Мы были неразлучны с Любой и, когда пришло время идти в школу, очень боялись, что ее не примут — ей было семь с половиной, а тогда строго принимали в первый класс только восьмилетних. Но скоро наступил торжественный радостный день 1 сентября (1939 года), мы оба пошли в школу — конечно, в одну (имени Тельмана), конечно, в один класс, конечно, за одну парту.
ШКОЛА
Я о ней мечтал, и она меня не разочаровала.
Воткинские школы располагались в больших добротных кирпичных зданиях, классы светлые, чистые. А главное — столько интересного говорят на уроках! Правда, мне было скучновато, когда показывали буквы, читали по складам, учились считать до десяти: я уже до школы свободно читал, писал, знал начала арифметики. Я, конечно, засиделся дома, мне нужно было идти в школу раньше или сразу во 2-й класс, но тогда такое было совершенно исключено.

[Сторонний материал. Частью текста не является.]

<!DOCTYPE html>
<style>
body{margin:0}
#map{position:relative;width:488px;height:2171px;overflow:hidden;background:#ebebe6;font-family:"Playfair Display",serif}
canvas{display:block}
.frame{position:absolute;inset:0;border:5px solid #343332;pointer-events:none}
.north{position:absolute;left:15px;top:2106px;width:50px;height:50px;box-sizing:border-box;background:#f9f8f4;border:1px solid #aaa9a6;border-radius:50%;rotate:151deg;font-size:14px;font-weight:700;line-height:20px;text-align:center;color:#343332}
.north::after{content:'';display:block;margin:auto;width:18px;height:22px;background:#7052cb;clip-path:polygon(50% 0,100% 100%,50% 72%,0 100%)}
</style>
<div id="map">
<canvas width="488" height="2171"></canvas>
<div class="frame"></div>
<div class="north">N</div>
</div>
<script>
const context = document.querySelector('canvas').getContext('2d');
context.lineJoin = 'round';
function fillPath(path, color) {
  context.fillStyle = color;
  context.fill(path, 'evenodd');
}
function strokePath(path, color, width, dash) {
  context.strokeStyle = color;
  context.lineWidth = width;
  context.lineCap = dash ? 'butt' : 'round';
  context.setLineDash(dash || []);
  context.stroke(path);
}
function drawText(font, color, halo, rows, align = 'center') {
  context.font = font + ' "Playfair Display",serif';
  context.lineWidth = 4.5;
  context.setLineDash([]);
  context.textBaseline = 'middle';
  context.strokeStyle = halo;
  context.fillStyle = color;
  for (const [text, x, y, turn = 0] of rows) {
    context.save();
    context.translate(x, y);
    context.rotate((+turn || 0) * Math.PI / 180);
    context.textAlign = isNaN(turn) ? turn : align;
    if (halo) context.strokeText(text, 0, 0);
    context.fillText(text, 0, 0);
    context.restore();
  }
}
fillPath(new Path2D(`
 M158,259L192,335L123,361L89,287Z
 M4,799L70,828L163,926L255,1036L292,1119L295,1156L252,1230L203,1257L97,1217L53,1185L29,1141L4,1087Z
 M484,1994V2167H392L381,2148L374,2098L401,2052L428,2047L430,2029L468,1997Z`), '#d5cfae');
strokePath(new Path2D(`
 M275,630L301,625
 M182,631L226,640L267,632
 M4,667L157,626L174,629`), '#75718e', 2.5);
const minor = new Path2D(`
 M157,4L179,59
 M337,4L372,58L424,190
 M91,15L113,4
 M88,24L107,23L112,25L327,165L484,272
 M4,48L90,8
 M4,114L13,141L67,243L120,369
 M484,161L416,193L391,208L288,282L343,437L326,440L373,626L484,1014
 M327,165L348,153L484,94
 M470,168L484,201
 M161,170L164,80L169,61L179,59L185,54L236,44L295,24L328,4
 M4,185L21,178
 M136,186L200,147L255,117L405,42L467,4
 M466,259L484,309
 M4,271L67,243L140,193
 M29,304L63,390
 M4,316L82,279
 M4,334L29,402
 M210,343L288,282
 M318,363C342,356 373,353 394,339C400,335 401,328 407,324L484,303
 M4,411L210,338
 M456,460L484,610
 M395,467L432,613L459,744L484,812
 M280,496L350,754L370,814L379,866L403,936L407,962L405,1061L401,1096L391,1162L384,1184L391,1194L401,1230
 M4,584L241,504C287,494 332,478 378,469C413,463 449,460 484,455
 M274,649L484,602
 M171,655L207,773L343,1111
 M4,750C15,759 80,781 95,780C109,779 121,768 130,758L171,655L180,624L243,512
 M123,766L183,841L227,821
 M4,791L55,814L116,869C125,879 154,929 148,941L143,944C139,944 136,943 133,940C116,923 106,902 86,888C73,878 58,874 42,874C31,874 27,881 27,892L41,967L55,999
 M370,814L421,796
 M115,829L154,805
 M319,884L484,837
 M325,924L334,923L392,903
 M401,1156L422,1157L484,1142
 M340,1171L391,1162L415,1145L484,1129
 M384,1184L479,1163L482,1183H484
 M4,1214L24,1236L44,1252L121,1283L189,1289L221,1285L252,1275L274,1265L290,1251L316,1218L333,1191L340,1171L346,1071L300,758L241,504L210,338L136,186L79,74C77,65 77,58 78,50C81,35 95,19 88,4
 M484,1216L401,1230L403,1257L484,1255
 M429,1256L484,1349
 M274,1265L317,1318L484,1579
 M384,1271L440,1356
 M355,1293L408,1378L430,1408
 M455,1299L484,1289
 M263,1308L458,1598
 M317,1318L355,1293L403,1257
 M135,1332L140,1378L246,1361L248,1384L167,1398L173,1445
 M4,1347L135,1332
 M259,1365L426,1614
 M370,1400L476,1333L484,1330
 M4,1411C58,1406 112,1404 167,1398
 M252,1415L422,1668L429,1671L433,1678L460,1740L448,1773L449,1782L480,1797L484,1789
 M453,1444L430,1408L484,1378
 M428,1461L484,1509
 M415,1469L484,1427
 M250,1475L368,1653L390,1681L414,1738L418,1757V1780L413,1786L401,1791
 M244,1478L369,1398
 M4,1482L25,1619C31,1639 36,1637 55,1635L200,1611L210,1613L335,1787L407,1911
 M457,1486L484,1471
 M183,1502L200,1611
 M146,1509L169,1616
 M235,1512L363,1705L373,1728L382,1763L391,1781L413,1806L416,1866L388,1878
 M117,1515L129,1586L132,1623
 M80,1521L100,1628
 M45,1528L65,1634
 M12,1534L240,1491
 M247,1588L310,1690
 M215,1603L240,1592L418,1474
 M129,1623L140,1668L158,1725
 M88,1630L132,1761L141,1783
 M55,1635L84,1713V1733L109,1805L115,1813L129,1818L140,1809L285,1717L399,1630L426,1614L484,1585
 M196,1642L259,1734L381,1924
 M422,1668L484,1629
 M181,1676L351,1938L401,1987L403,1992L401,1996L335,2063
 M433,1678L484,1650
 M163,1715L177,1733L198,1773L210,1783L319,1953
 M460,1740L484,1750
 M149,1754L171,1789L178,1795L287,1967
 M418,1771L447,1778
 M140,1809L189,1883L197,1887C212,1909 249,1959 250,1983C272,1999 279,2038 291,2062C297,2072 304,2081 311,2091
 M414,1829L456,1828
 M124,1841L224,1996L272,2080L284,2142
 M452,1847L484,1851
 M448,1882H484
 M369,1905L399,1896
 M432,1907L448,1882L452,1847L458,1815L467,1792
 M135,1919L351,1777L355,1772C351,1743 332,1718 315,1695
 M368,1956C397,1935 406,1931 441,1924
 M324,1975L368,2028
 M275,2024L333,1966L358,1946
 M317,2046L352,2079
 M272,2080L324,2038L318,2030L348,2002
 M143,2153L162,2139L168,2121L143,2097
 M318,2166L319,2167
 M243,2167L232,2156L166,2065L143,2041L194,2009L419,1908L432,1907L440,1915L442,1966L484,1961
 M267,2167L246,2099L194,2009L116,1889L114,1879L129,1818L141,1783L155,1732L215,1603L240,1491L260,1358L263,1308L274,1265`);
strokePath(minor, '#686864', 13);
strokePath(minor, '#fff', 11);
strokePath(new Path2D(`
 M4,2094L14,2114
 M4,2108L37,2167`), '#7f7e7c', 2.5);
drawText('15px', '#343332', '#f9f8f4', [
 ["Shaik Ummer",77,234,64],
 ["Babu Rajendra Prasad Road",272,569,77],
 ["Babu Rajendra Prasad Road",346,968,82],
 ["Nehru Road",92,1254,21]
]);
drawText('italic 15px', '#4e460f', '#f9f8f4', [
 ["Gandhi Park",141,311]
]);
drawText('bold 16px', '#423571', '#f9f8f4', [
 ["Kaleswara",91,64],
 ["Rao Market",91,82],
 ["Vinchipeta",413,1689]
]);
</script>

Естественно, я был первым учеником. Но я был и самым дисциплинированным. Случалось быть нарушителем спокойствия, но совершенно непроизвольно. Вот в первом еще классе, стою у доски. Случайно заглядываю в окно и вижу, как медленно, даже картинно как-то, опрокидывается проезжающая мимо коляска, и седоки вываливаются в песок! Пораженный, я тычу в стекло рукой и истошно кричу (по нашему, на пермском диалекте): «Телега-та обнавалилася!» Ребята, прыгая через парты, бросаются к окнам, а я получаю первое (увы, не последнее) замечание за сорванный урок.
Была у меня одна слабость, о которой «старые» учителя знали и прощали мне ее, а новые — даже из класса меня выгоняли. Это — моя крайняя смешливость. Вот на уроке русского языка задают нам вместо точек подставить в слова уменьшительно-ласкательные суффиксы, и Вера Котырло совершенно произвольно спаривает основы с суффиксами и звонким пионерским голосом зачитывает нам длинный список слов-монстров: Иванчик, стаканушка… Дочитать она не может. Смеется Розалия Михайловна, смеется весь класс. Ну, они посмеялись и перестали, а я-то остановиться не могу! И — позор! — получаю замечание: «Санников, хватит уже, посмеялись!». Утихаю, но, как Фалалей Достоевского, который старается не видеть во сне белого быка и, конечно, только его и видит, я стараюсь не думать об Иванчике и стаканушке, но услужливое воображение снова и снова рисует мне их — маленького, гаденького Иванчика и дебелого, чванного стаканушку. Я кусаю пальцы, закрываю рот руками, но смех, долго сдерживаемый, прорывается с особенной силой, и вслед за мной хохочет весь класс. Естественная реакция учителя: «Санников, выйди из класса!»
Или вот пишем изложение стихотворения Лермонтова «Беглец», про черкеса Гаруна (который бежал быстрее лани с поля брани), и, заглянув в тетрадь товарища, Володи Айрапетова, я вижу везде Гарпун вместо Гарун, представляю себе бегущий быстрее лани гарпун — и снова неудержимый смех…
Посмеялись и над Пушкиным, над совсем, казалось бы, не смешным стихотворением «Песнь о вещем Олеге». Дойдя до строк: «Так вот где таилась погибель моя! Мне смертию кость угрожала!», кто-то из моих товарищей с пафосом продекламировал: «Так вот где таилась погибель моя! Мне костию смерть угрожала!», и я представлял себе смерть — скелет, потрясающий большой обглоданной «костию».